La lutte sans fin contre le trafic de faune en Afrique

Depuis des décennies, le trafic d’espèces animales gangrène l’Afrique, sa riche biodiversité attirant les convoitises. Le braconnage a été particulièrement répandu dans de nombreux pays au cours des années 70-80. Y étaient principalement recherchés l’ivoire des éléphants et les cornes de rhinocéros, causant des ravages dans leurs populations.

Cependant, grâce à la mise en place de réglementations internationales comme la Convention sur le commerce international des espèces de faune et de flore sauvages menacées d’extinction(la CITES, dite aussi Convention de Washington) en 1975, les populations d’éléphants et de rhinocéros ont commencé à se rétablir et le braconnage a diminué dans certains pays.

Saisie de défenses d’éléphants au Gabon. 30 000 éléphants sont tués chaque année en Afrique.

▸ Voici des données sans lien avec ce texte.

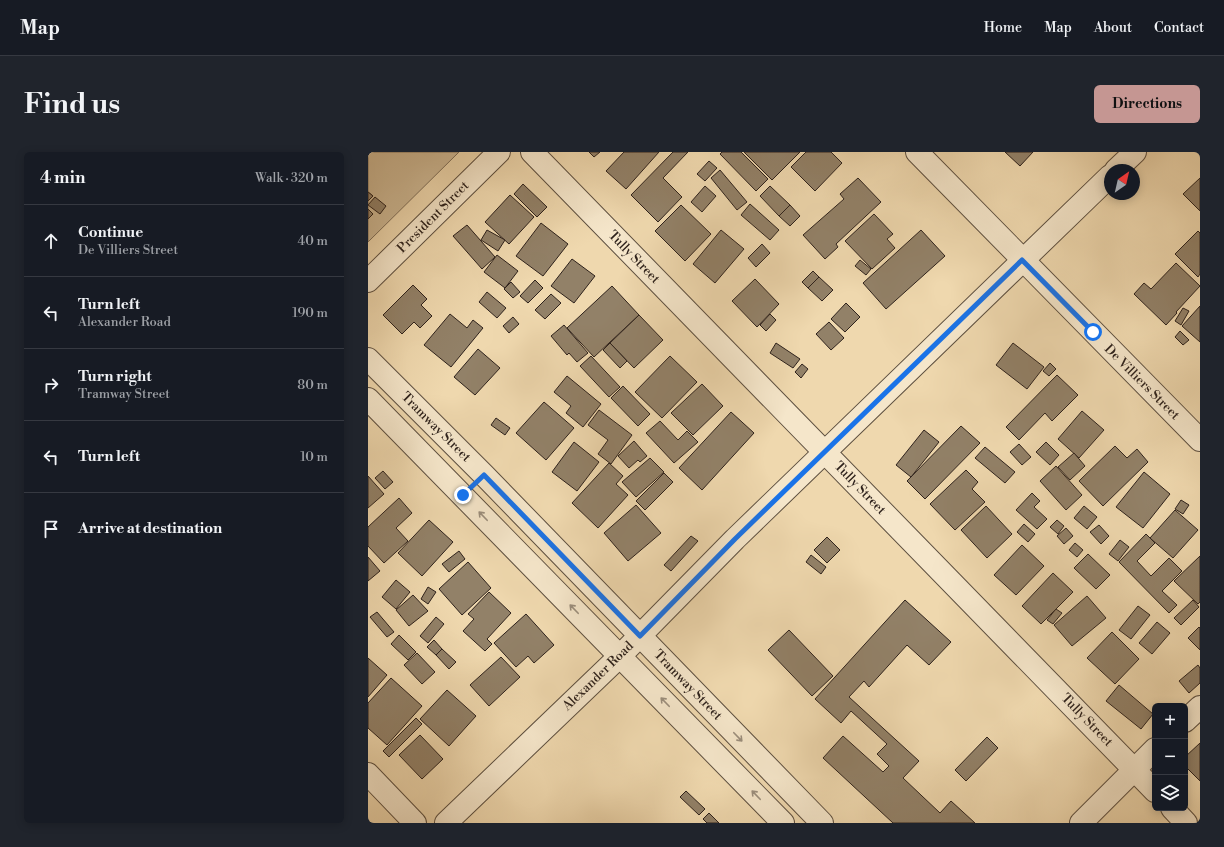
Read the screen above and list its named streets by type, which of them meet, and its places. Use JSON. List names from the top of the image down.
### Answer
{
  "streets": {
    "street": [
      "President Street",
      "Tully Street",
      "De Villiers Street",
      "Tramway Street",
      "Alexander Road"
    ]
  },
  "crossings": [
    ["Tully Street", "Alexander Road"],
    ["De Villiers Street", "Alexander Road"],
    ["Tramway Street", "Alexander Road"]
  ],
  "north": "top right",
  "page": {
    "header": "Map",
    "nav": [
      "Home",
      "Map",
      "About",
      "Contact"
    ],
    "buttons": "Directions",
    "title": "Find us",
    "heading": ["4 min", "Walk · 320 m"],
    "list": [
      ["Continue", "De Villiers Street", "40 m"],
      ["Turn left", "Alexander Road", "190 m"],
      ["Turn right", "Tramway Street", "80 m"],
      ["Turn left", "10 m"],
      "Arrive at destination"
    ],
    "map_buttons": ["+", "−"]
  }
}
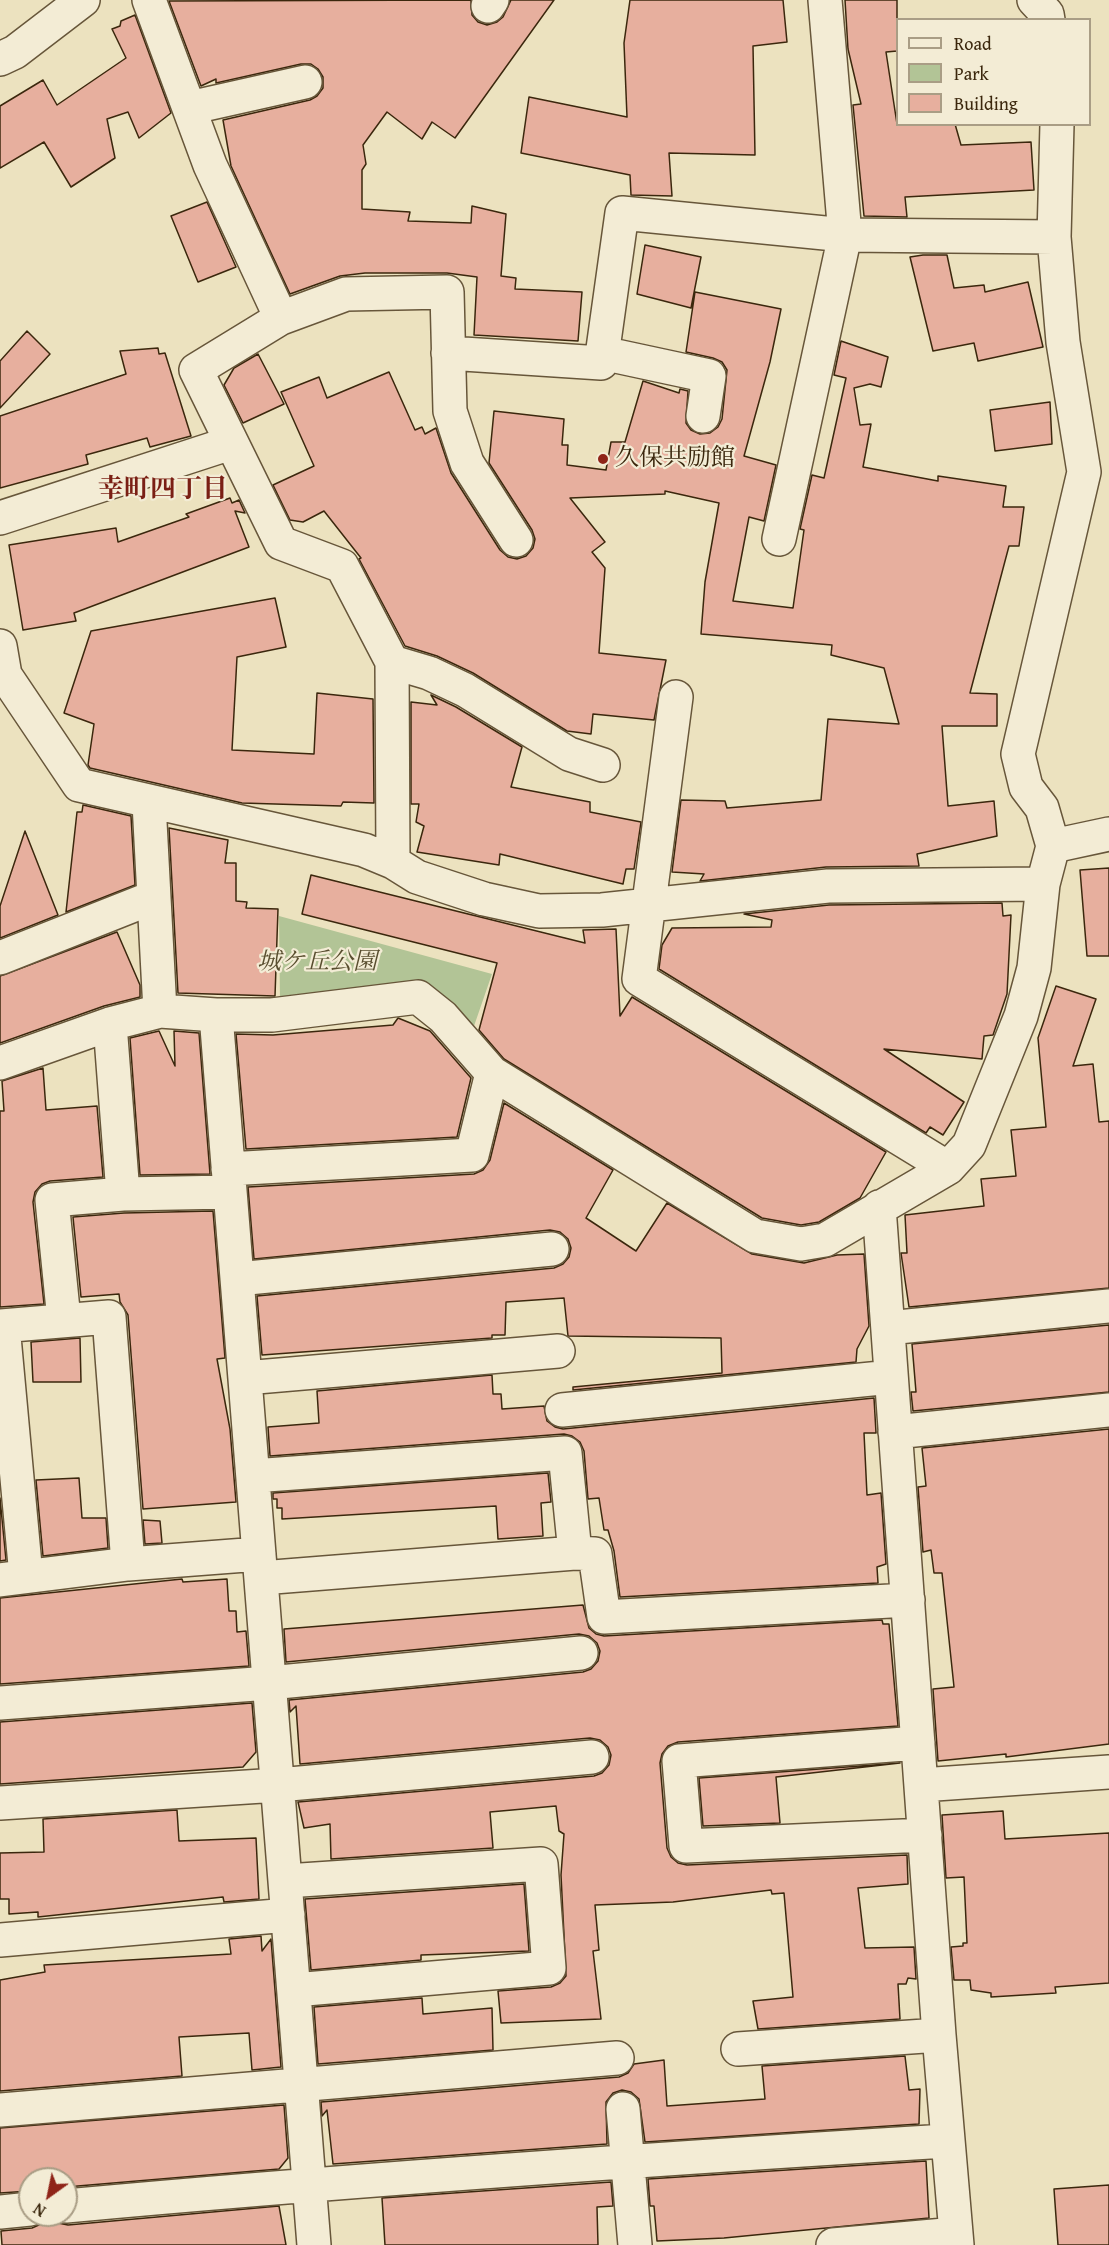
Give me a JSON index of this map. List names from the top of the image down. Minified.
{"districts":["幸町四丁目"],"parks":["城ケ丘公園"],"places":["久保共励館"],"legend":["Road","Park","Building"],"north":"bottom left"}
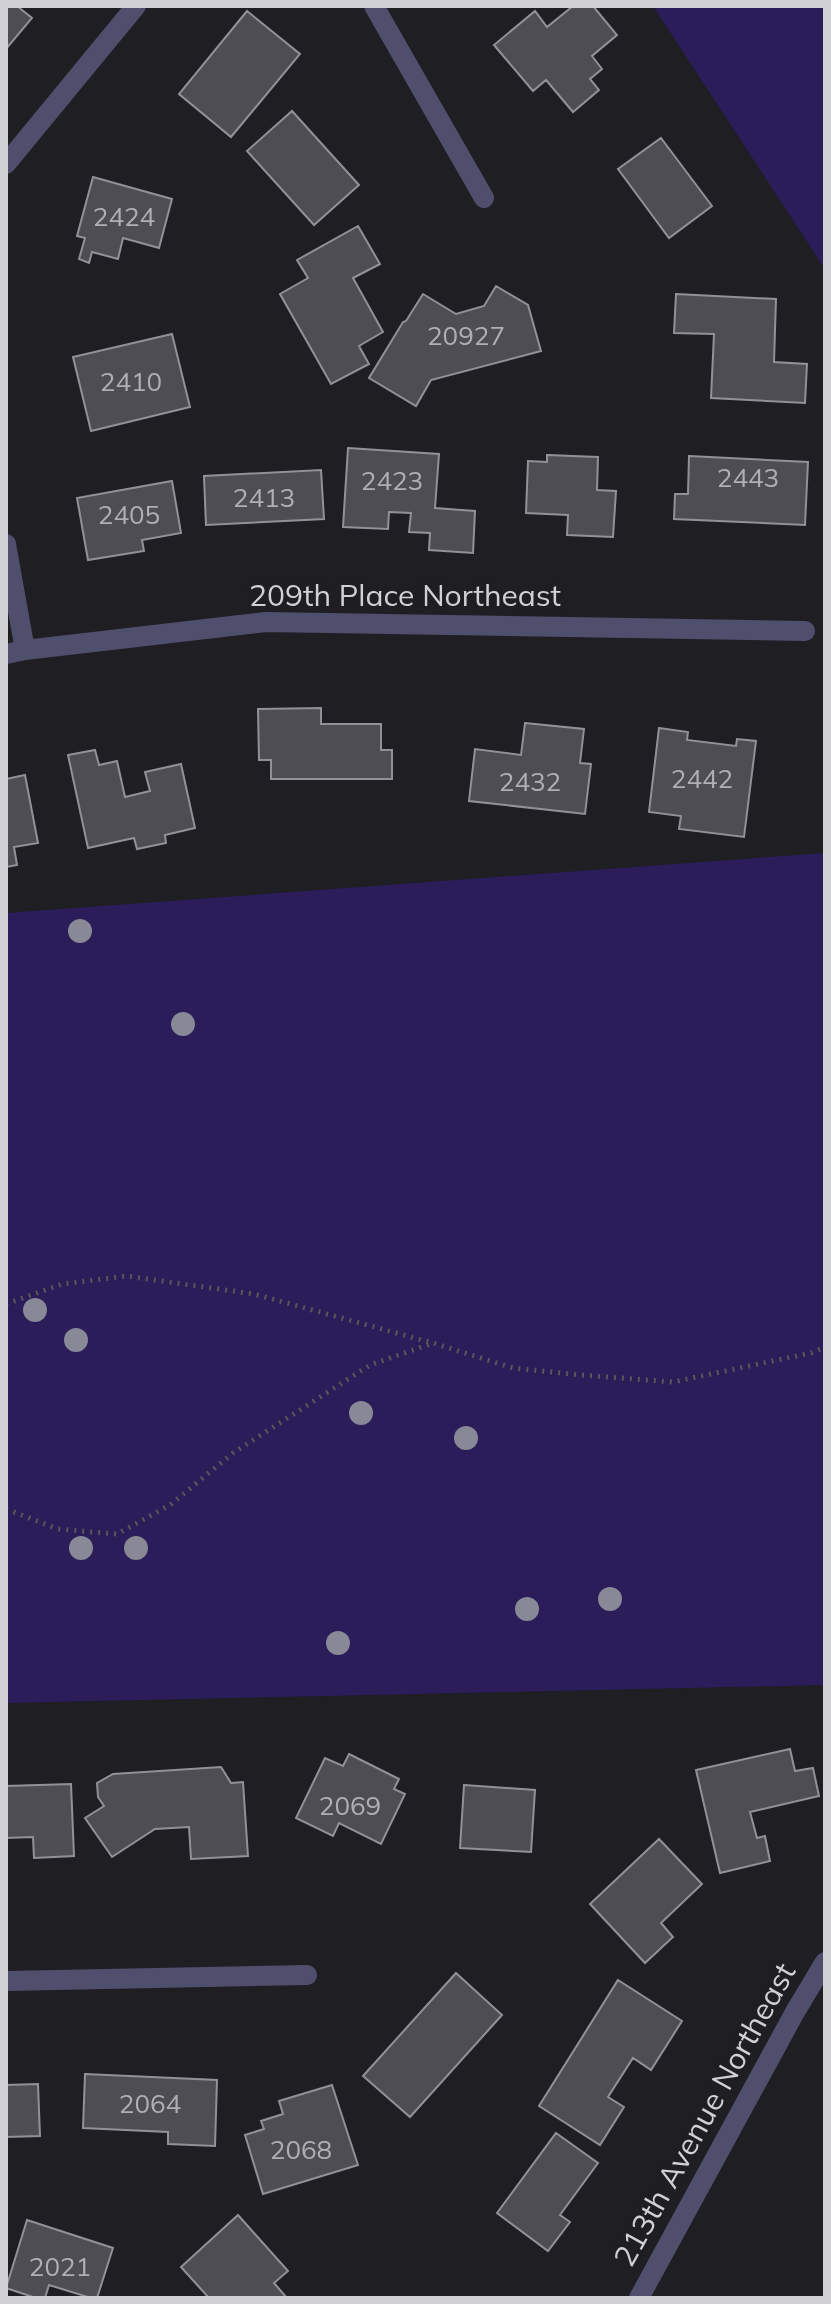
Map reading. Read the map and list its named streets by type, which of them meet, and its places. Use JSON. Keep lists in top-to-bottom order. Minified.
{"streets":{"street":["209th Place Northeast","213th Avenue Northeast"]},"house_numbers":["2424","20927","2410","2443","2423","2413","2405","2442","2432","2069","2064","2068","2021"]}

Crédit : Conservation Justice

Mais ces dernières années, le trafic d’espèces sauvages est redevenu un problème majeur en Afrique en raison d’une demande croissante d’ivoire, de cornes de rhinocéros, de peaux de léopard, de trophées et d’écailles de pangolins particulièrement prisés en Asie pour des raisons culturelle, médicinale et symbolique.

Aussi l’ivoire est-il souvent utilisé pour fabriquer des sculptures et des éléments décoratifs ; les cornes de rhinocéros et les écailles de pangolin sont réputées pour avoir des propriétés médicinales selon la médecine traditionnelle asiatique ; les peaux de léopard servent à confectionner des vêtements de luxe. Les primates et les crocodiles sont également chassés : les premiers pour leur viande et capturés bébés pour être vendus comme animal de compagnie, les seconds pour leur peau prisée dans l’industrie du luxe, et certaines médecines traditionnelles qui recherchent des parties spécifiques de leur corps.

Des trophées de têtes de singes et des peaux de léopards saisies au Gabon. Crédit photo : Conservation Justice

On estime des centaines de milliers d’animaux protégés massacrés en Afrique.

Cette demande a eu comme conséquence malheureuse une explosion du trafic illégal d’espèces sauvages, avec des retombées dramatiques pour la biodiversité. Les animaux sont souvent capturés et tués de manière cruelle, sans considération pour leur vie, leur impact écologique et leur rôle dans les écosystèmes. On estime à des centaines de milliers le nombre d’animaux protégés massacrés en Afrique. L’appât du gain fait disparaître toute autre considération chez les braconniers. Le braconnage et le trafic sont souvent alimentés par des groupes criminels internationaux très organisés qui sont un facteur majeur du déclin des populations d’espèces animales en Afrique.

Gouvernements, organisations internationales et associations de conservation travaillent de concert pour lutter contre le trafic de faune et le commerce qui en découle, mais la tâche demeure ardue malgré la mise en place de sévère législations à l’encontre des trafiquants, allant d’amendes à des sanctions pénales, en passant par la confiscation et destruction de produits de ces chasses illégales.

La lutte contre le trafic au Gabon

Situé en Afrique centrale, le Gabon possède une biodiversité riche abritant une grande variété d’espèces animales et végétales, dont plusieurs menacées d’extinction et localisées uniquement au Gabon et quelques pays voisins. On peut citer le picatharte du Gabon, le gorille de plaine de l’Ouest, le mandrill, le pangolin géant d’Afrique, l’éléphant de forêt d’Afrique. Le Gabon est d’ailleurs un refuge important pour les éléphants de forêt dont on estime le nombre à 95 000, soit plus de la moitié de leur population totale.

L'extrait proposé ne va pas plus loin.